##### Information #####

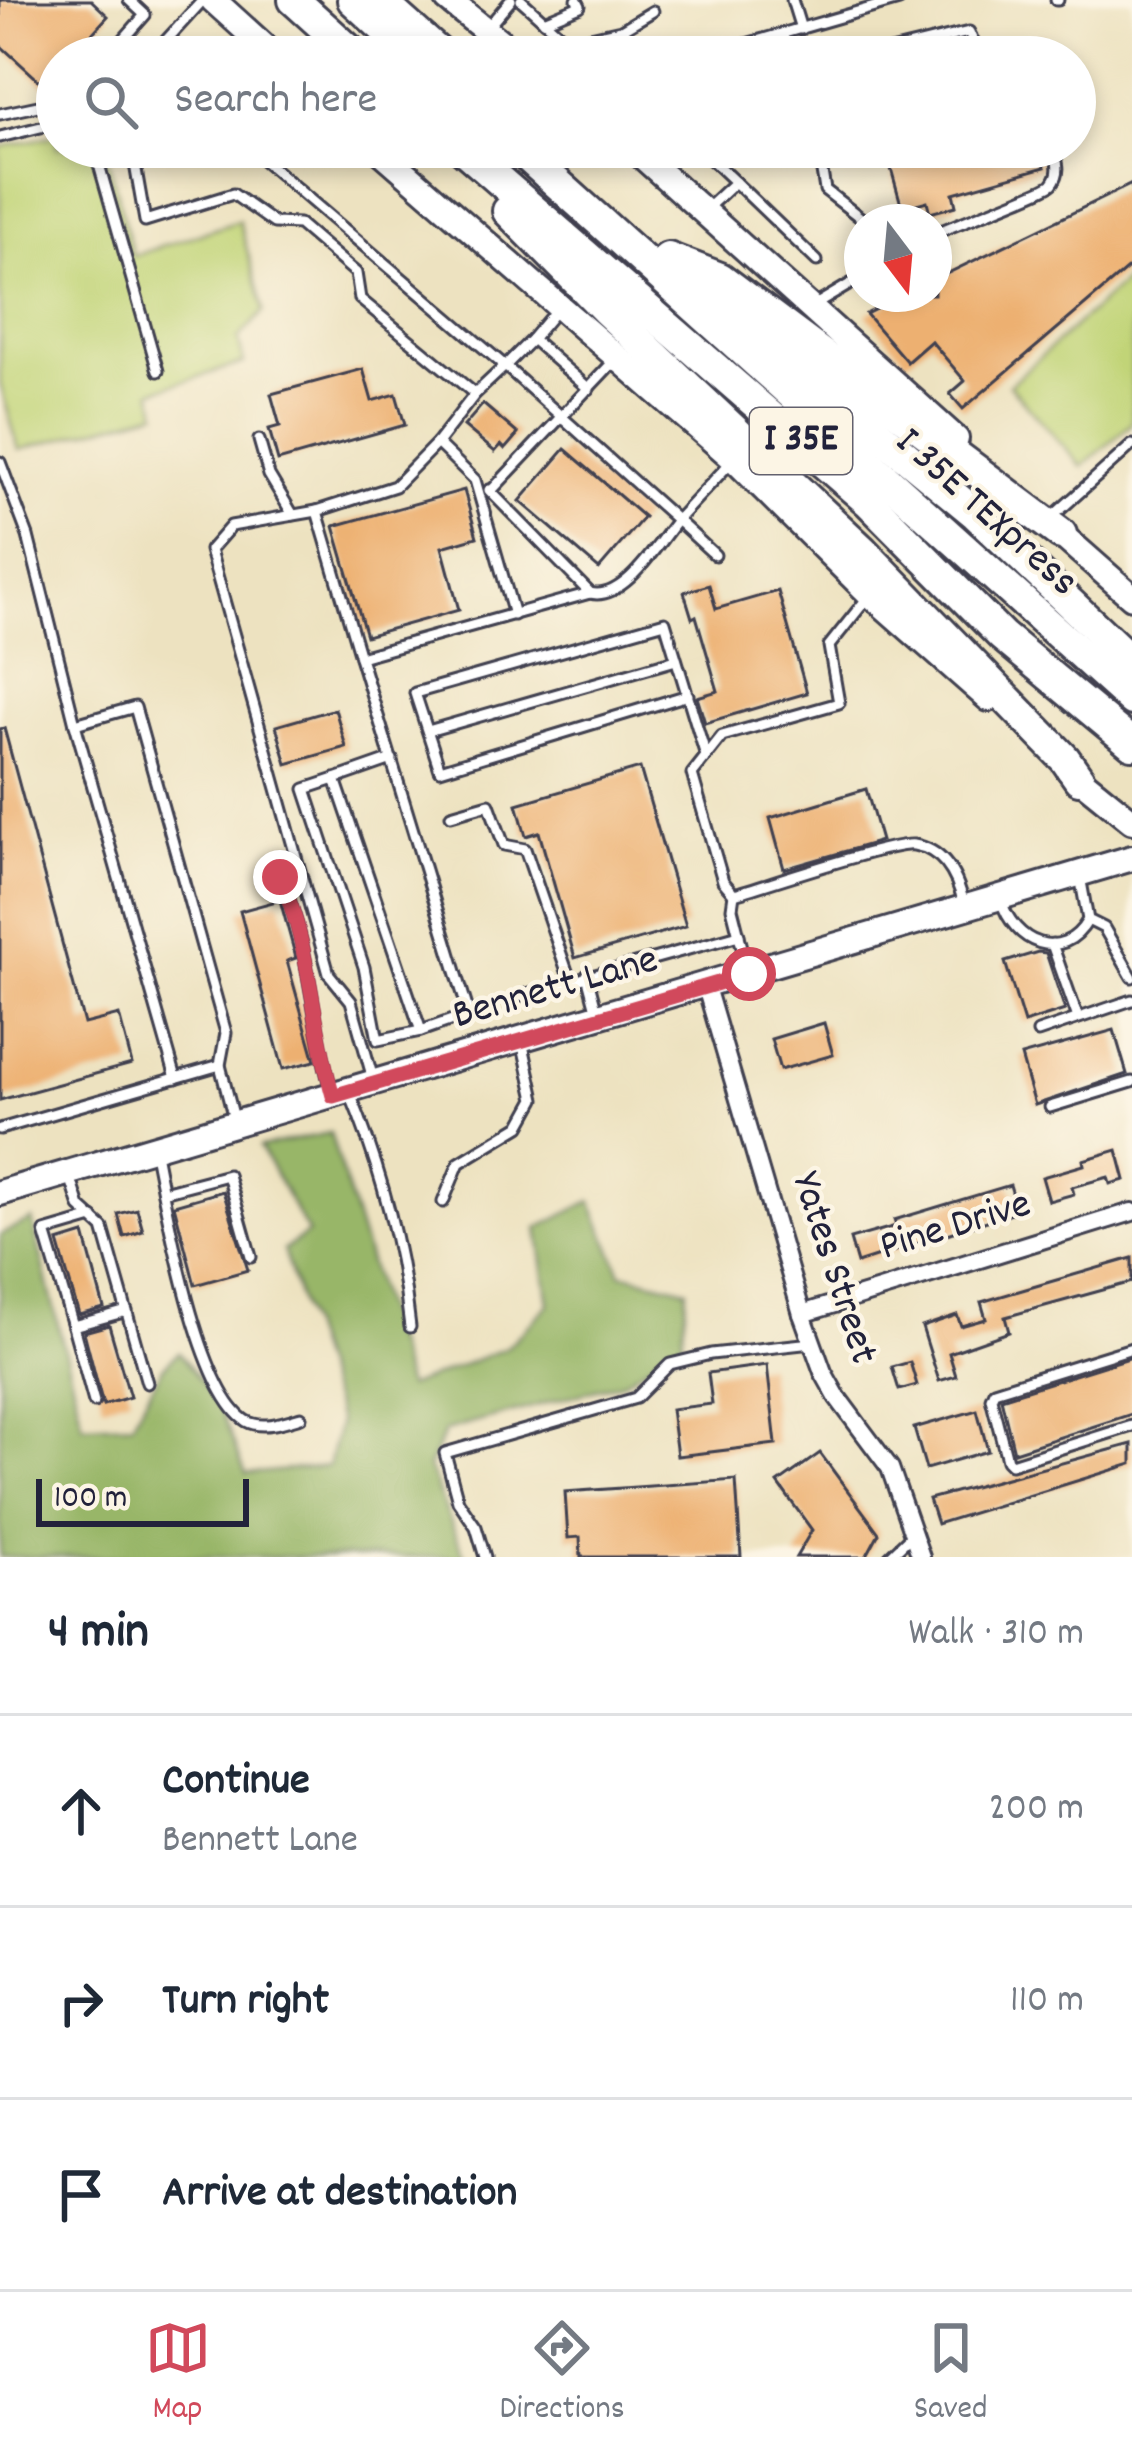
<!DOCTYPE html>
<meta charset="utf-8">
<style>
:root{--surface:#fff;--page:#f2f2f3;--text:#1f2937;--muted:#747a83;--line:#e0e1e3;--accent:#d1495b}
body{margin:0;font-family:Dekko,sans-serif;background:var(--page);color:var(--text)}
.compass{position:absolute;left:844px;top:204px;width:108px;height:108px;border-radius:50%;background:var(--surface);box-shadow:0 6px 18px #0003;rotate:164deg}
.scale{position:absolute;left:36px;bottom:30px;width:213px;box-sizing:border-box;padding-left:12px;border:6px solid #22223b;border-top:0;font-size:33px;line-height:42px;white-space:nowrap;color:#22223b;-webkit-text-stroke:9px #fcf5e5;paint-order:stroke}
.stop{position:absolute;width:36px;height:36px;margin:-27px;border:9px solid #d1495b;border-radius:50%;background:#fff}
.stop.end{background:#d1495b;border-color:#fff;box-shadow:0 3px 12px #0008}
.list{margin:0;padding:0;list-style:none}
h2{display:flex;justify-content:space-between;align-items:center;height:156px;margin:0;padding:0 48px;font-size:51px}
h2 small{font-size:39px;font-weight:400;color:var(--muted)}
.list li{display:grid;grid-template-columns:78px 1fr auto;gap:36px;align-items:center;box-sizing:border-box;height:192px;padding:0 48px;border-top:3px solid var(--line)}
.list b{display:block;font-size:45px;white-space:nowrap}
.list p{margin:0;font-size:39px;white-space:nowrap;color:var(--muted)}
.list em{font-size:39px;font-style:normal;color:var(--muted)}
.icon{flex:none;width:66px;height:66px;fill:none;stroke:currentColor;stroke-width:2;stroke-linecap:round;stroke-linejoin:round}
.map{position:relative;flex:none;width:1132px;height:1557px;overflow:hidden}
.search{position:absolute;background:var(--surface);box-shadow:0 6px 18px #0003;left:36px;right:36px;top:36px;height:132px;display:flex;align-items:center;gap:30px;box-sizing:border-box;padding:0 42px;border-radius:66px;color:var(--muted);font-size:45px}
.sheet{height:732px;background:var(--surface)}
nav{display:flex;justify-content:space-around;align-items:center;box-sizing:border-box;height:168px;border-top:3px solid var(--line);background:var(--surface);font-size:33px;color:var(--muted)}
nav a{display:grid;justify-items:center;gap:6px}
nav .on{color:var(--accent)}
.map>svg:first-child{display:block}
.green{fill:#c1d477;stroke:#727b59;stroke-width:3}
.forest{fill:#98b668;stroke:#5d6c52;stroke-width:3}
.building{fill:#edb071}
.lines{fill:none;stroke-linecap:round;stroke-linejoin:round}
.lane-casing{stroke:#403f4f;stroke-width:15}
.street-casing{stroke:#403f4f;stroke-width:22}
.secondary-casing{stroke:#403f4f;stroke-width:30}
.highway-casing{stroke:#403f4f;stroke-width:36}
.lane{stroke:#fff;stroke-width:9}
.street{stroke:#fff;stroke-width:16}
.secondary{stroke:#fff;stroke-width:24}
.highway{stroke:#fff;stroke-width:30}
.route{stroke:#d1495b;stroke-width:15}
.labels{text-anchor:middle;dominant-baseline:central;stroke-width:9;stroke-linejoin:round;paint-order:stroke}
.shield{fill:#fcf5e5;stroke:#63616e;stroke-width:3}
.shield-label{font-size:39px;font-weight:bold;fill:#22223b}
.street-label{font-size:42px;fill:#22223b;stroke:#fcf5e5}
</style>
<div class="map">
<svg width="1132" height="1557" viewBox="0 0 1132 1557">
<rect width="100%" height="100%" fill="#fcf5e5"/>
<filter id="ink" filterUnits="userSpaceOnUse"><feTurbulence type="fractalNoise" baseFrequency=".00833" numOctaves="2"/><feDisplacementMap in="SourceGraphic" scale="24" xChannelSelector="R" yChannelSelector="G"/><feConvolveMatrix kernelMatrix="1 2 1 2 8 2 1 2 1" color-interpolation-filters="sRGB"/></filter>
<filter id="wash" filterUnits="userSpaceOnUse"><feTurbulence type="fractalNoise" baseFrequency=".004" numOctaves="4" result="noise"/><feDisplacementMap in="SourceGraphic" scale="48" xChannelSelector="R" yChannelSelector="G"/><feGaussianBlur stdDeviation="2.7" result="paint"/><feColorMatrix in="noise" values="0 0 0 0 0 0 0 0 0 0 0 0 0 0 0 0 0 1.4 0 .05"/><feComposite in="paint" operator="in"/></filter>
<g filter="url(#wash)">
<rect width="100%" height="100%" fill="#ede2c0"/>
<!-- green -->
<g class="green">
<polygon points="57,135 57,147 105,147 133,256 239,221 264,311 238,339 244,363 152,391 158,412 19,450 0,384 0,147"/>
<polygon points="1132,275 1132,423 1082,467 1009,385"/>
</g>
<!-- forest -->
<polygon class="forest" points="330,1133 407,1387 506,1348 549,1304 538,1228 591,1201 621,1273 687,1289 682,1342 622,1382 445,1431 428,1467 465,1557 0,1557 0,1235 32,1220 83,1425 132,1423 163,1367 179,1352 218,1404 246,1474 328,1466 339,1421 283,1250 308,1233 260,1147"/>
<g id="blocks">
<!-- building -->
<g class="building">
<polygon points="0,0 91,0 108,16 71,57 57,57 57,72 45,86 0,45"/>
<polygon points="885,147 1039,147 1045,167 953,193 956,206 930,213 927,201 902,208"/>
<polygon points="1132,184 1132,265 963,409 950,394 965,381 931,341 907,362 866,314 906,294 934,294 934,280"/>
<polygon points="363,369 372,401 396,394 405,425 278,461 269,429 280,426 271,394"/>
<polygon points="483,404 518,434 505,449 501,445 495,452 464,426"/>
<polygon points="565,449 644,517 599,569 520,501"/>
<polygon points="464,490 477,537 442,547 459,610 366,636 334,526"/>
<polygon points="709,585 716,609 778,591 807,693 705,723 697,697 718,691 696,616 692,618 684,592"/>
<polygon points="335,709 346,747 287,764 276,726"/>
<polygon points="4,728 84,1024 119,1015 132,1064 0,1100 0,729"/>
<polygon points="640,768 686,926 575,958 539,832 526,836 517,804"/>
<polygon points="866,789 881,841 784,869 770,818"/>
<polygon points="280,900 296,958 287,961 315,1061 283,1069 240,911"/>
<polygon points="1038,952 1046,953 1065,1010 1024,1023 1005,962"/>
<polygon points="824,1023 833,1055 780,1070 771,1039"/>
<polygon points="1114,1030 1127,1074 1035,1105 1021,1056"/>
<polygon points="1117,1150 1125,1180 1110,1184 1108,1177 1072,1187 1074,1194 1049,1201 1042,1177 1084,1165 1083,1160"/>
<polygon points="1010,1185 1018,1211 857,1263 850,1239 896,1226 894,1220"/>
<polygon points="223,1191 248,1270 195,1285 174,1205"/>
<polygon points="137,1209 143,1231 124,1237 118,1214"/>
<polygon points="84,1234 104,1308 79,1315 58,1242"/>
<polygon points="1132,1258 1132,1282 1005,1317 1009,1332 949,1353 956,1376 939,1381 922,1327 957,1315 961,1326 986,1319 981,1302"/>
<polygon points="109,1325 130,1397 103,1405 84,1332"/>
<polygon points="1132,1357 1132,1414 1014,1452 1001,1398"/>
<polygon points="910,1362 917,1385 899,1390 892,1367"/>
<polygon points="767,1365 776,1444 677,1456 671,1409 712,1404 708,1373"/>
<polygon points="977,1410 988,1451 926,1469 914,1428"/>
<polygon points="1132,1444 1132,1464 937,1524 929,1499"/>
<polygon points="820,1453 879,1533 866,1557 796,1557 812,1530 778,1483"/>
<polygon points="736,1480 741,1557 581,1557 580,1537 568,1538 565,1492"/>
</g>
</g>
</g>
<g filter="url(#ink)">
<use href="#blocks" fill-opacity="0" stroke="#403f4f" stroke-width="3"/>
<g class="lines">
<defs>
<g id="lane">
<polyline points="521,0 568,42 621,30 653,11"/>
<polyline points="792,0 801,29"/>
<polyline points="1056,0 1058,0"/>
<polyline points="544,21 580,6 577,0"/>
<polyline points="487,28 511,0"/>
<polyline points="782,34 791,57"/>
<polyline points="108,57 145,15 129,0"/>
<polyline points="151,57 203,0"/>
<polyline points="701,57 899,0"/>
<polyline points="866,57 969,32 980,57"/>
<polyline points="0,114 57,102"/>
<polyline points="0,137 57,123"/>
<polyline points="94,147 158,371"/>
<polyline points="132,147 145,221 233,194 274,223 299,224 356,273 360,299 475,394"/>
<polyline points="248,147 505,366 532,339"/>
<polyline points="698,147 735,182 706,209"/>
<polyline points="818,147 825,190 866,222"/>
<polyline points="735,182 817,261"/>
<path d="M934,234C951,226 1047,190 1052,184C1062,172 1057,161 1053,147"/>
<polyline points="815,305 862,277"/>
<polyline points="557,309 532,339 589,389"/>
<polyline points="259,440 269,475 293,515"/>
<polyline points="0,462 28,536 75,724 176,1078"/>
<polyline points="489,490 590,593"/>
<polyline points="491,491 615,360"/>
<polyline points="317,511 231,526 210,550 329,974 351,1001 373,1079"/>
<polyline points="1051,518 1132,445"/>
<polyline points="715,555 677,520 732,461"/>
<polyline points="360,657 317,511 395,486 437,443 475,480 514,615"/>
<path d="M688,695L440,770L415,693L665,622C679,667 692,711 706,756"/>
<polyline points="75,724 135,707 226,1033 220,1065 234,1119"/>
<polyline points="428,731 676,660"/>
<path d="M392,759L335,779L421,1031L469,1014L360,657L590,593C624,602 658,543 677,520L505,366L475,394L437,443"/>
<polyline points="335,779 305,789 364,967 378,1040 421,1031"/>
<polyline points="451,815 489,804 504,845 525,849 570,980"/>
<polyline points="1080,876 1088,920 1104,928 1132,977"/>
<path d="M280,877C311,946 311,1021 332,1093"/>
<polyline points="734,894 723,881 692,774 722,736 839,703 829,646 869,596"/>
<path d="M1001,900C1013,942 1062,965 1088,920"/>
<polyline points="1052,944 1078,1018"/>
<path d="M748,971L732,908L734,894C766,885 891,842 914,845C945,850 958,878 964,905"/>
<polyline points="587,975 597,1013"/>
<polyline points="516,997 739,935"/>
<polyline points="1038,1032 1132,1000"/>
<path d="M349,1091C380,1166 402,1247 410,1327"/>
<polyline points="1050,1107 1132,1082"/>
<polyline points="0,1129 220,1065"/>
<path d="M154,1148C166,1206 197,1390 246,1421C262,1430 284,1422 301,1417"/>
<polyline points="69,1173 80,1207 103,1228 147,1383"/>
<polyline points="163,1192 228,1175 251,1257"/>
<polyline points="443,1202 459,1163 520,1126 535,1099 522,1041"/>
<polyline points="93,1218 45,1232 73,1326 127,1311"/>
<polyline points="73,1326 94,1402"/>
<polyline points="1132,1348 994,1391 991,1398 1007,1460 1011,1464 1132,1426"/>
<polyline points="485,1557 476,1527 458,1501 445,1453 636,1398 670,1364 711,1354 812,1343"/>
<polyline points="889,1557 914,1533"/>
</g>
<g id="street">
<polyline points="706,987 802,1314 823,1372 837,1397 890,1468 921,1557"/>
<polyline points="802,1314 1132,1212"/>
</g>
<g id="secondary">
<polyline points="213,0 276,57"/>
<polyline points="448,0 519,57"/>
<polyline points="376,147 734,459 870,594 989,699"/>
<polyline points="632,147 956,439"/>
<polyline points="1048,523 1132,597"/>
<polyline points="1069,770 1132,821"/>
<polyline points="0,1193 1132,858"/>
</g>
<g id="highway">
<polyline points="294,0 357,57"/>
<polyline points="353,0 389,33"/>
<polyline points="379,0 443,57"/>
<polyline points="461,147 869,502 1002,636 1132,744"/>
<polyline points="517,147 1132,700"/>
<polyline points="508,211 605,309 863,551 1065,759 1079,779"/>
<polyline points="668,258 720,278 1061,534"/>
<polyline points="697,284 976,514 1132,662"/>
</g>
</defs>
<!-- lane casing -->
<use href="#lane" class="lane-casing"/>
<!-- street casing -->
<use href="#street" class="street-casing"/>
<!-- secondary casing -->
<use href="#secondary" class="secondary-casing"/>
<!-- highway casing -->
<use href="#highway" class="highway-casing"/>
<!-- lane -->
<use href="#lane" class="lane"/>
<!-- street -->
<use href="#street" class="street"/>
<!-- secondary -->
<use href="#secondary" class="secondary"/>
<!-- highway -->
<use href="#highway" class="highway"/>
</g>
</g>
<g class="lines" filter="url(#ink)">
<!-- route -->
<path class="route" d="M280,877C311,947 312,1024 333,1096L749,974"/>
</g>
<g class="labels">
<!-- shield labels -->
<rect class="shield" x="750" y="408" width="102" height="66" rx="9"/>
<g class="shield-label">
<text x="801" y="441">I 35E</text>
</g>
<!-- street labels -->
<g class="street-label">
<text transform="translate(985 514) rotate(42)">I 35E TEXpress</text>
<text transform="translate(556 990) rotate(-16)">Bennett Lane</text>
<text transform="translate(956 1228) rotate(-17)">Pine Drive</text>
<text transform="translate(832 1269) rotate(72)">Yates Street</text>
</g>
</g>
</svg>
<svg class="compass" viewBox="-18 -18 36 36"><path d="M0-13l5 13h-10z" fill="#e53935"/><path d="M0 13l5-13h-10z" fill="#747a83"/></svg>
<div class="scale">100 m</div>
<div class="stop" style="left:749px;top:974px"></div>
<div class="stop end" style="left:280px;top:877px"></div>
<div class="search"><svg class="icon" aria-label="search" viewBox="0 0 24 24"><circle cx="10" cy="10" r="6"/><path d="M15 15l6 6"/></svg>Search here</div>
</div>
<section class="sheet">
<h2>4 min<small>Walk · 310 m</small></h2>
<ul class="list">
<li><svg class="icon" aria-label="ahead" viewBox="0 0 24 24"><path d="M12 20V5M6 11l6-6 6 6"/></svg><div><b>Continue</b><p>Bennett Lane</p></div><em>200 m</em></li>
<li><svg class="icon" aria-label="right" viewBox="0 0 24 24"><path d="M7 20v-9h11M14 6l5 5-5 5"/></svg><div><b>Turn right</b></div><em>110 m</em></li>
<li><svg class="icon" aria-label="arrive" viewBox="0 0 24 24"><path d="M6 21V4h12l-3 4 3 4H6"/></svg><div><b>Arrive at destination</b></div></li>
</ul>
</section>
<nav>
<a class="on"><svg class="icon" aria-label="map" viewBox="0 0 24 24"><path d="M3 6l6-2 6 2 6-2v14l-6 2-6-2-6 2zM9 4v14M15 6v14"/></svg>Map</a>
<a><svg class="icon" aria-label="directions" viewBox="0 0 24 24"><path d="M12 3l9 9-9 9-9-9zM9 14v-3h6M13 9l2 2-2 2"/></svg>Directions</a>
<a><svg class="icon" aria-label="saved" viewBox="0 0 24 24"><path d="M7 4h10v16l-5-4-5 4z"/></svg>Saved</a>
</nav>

#####

What is expected
Could you retype exactly the lines above, starting at the line that contains "91,0 108,16 71,57" and ending at the line that contains "372,401 396,394 405,425", and nothing more?

Answer to this task
<polygon points="0,0 91,0 108,16 71,57 57,57 57,72 45,86 0,45"/>
<polygon points="885,147 1039,147 1045,167 953,193 956,206 930,213 927,201 902,208"/>
<polygon points="1132,184 1132,265 963,409 950,394 965,381 931,341 907,362 866,314 906,294 934,294 934,280"/>
<polygon points="363,369 372,401 396,394 405,425 278,461 269,429 280,426 271,394"/>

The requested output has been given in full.